After weeks of uncertainty facing the Greenbrier, the Justice family has reached an agreement with Beltway Capital, the parent company of McCormick 101, which was responsible for foreclosing on the Greenbrier.
The Justice family owed $40.2 million on a loan for the property and had fallen behind on payments since the loan was taken out.
Justice says his original lender, JP Morgan Chase, sold the loan to Beltway Capital because of political motivations – he is a Republican nominee for U.S. Senate in November and is heavily favored to win.
“When it’s all said and done, you know, what we’ve done is we’ve acquired those funds,” he said. “It’s going to cost our family a bunch of money.”
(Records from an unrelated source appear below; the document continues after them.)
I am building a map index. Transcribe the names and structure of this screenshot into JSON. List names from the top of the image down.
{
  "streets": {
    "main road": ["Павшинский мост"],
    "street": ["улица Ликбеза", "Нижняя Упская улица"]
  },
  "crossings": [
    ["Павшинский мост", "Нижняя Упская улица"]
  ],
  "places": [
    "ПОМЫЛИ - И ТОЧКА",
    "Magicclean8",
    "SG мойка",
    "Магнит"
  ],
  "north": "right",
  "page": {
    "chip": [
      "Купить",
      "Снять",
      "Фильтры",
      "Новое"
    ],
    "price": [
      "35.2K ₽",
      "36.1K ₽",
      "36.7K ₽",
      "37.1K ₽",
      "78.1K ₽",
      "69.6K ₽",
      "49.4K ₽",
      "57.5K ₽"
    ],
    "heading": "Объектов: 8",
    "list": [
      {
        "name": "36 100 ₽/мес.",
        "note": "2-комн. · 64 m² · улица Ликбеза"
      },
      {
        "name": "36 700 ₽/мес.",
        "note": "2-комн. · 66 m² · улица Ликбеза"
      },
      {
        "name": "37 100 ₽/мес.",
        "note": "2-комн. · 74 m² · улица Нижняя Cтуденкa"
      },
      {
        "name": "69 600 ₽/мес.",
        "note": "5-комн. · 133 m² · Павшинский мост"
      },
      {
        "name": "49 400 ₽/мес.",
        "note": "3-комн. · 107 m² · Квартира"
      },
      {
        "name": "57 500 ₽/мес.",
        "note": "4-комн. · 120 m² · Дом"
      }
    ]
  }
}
Justice has not provided evidence of political interference. JP Morgan Chase had a loan that was in default, and had no clear benefit to Justice losing the election.
The family is still delinquent on another $36 million loan taken out for the Greenbrier with a Louisiana bank. That loan has been in default since December, and the Justices are millions of dollars behind on payments.
Greenbrier employees were notified on Monday that they will lose their health insurance next week due to the Greenbrier Hotel Corporation being four months delinquent on premium payments.
However, if the Greenbrier makes a timely payment, employees could hold on to their insurance, according to a letter on behalf of the health insurance company.
Their situation is unrelated to Justice’s loan delinquencies.